Through this approach, Wolfe Herd hoped to cut down on the plethora of inappropriate messages and “dick pics” women often receive from men on dating apps. Bumble was designed to be a kinder, more welcoming environment for women.

A call to entrepreneurship…and social causes

It proved to be a brilliant idea, and Bumble swiftly soared to become Tinder’s top competitor. Where did all that drive and vision come from for Wolfe Herd? Well, the signs were already clear in her early life.

Wolfe Herd grew up in Salt Lake City, Utah. Although Salt Lake City is known for being heavily Mormon, Wolfe Herd’s mother was Catholic and her father was Jewish.

Growing up in a conservative, religious community, she was distressed by the dating scene where men were always expected to make the first move. She moved to Texas to attend Southern Methodist University, where she majored in International Studies. 

While in college, she started a bamboo tote bag business to provide financial support to areas affected by the disastrous BP oil spill in the Gulf of Mexico in 2010. She called her budding nonprofit the “Help Us Project.”

She further gained traction when television personality Nicole Richie and celebrity stylist Rachel Zoe were spotted carrying Wolfe Herd’s bags. By the time she finished college and moved to Los Angeles, Wolfe Herd was ready to dive into the startup ecosystem.

How Bumble got its wings 

When Bumble launched,  Andreev invested $10 million in the company for a 70% stake. This included giving Wolfe Herd access to his dating app’s software. Wolfe Herd’s marketing genius helped elevate Bumble and within a month after its launch, Bumble had been downloaded 100,000 times.

In 2017, Match.com (owned by Tinder’s parent company IAC) reportedly offered Wolfe Herd $450 million for Bumble. When Wolfe Herd initially turned it down, Match countered with $1 billion. But Wolfe Herd wasn’t tempted.

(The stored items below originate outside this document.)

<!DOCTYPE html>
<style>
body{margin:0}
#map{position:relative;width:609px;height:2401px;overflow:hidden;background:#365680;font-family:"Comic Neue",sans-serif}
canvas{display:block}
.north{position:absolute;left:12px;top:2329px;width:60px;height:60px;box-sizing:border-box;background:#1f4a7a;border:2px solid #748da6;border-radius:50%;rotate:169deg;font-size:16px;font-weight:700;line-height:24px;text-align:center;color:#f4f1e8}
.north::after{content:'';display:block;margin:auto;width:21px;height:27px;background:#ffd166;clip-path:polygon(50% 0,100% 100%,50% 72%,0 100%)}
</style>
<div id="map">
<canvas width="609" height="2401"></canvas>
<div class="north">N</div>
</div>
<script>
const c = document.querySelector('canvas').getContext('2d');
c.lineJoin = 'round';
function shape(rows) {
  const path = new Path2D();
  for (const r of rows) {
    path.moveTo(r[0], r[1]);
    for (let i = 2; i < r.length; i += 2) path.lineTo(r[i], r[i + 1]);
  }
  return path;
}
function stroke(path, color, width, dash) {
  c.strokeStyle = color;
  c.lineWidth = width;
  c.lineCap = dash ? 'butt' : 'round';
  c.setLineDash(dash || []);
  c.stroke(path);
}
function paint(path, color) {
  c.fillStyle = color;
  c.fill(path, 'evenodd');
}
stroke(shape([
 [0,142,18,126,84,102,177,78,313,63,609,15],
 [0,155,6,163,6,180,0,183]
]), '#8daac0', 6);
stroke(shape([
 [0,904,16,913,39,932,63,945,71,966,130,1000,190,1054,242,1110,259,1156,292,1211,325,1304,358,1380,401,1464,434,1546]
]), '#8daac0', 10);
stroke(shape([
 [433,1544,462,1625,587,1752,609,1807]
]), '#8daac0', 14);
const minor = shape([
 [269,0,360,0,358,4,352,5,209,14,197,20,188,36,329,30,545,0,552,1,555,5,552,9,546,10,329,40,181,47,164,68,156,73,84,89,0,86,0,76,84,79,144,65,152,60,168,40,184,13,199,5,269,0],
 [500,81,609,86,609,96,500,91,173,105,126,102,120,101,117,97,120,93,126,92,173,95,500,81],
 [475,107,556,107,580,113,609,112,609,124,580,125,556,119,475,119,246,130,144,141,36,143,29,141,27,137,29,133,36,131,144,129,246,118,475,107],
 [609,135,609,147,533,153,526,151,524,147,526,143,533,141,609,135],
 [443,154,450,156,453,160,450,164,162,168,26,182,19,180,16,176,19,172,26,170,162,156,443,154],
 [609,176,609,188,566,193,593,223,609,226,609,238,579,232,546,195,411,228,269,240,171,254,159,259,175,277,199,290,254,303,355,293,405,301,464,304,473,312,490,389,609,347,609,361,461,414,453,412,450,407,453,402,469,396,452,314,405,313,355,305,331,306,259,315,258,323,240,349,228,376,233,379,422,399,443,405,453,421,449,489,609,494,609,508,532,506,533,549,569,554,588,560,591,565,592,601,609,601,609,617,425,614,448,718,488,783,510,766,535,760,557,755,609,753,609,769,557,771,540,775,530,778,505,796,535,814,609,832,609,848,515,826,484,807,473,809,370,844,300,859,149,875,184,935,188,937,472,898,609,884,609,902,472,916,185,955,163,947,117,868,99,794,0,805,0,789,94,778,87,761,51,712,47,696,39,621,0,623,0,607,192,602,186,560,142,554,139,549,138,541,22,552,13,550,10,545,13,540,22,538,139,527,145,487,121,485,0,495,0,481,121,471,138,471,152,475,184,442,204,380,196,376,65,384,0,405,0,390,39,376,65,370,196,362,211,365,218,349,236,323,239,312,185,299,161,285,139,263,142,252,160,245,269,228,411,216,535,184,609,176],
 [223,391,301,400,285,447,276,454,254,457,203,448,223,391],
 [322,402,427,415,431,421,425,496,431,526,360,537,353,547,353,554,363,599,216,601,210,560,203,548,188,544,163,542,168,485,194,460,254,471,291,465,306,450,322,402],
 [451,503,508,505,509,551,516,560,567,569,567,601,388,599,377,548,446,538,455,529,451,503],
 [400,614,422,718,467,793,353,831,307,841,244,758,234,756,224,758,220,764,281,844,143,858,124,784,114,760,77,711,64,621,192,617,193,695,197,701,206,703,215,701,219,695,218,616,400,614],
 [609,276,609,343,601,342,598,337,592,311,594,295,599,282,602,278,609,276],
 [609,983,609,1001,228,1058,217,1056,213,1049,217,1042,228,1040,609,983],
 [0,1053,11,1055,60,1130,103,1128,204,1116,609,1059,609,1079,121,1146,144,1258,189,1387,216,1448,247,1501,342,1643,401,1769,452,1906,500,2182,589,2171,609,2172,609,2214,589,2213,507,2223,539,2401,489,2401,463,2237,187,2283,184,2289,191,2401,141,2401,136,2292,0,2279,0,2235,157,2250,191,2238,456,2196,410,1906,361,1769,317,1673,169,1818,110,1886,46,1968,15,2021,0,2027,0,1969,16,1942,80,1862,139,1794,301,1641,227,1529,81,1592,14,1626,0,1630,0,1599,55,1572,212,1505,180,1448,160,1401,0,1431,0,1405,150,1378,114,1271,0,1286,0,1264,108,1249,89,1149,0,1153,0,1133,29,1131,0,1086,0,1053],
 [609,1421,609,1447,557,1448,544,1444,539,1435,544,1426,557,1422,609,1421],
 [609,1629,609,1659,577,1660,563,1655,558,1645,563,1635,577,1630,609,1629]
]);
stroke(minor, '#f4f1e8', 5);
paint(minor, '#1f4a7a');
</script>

After being Spurned, Match sued Bumble, and alleged the company was a Tinder knockoff that infringed on patents and trademarks. Wolfe Herd stood her ground, counter-suing for $400 million and accusing Match of defaming Bumble to discourage other acquirers. Both cases were eventually dropped.

The $1.5 billion woman

But the drama didn’t end there for Bumble. In 2019, an investigation uncovered a pattern of racism, sexism and tax avoidance tied to Andreev. The damaging report put the billionaire in a deeply negative light, and raised questions about whether he really should be associated with Bumble, a site that prided itself on women’s empowerment. He sold his shares, and Wolfe Herd was finally made CEO of the company she had created.

In January 2021, Bumble filed its S-1 with the U.S. Securities and Exchange Commission, indicating its intention to make an initial public offering. At the time, the S-1 revealed that Bumble’s 2019 revenue had surged 30 percent to $488.9 million from $376.6 million in the previous year. 

The company also surprised Wall Street by reporting that it had 42 million active users in the third quarter of 2020, even when much of the world was riding out the Covid-19 pandemic at home. 

Bumble went public in February 2021, raising $2.2 billion. Its market capitalization soared as high as $7 billion. Today, Bumble is still buzzing. The company said it counts 94,000 new users every day, and that its app plays host to 23 million new matches every week.

Although it has diminished significantly from its post-IPO high of nearly $76 per share, Bumble’s stock price continues to cover around $25 to $26, putting its market cap at about $4.7 billion. Tinder, which hasn’t had its own IPO, continues to be owned by Match Group parent IAC.

In the end, Wolfe Herd had the last laugh. She had defeated every obstacle thrown in her path to leading a successful company. And she enjoyed the fruits of that success. 

Today, Mateen, the former Tinder executive accused of harassing Wolfe Herd, is reportedly worth $300 million. With the IPO of Bumble, Wolfe Herd far surpassed that sum. Her wealth reached a cool $1.5 billion.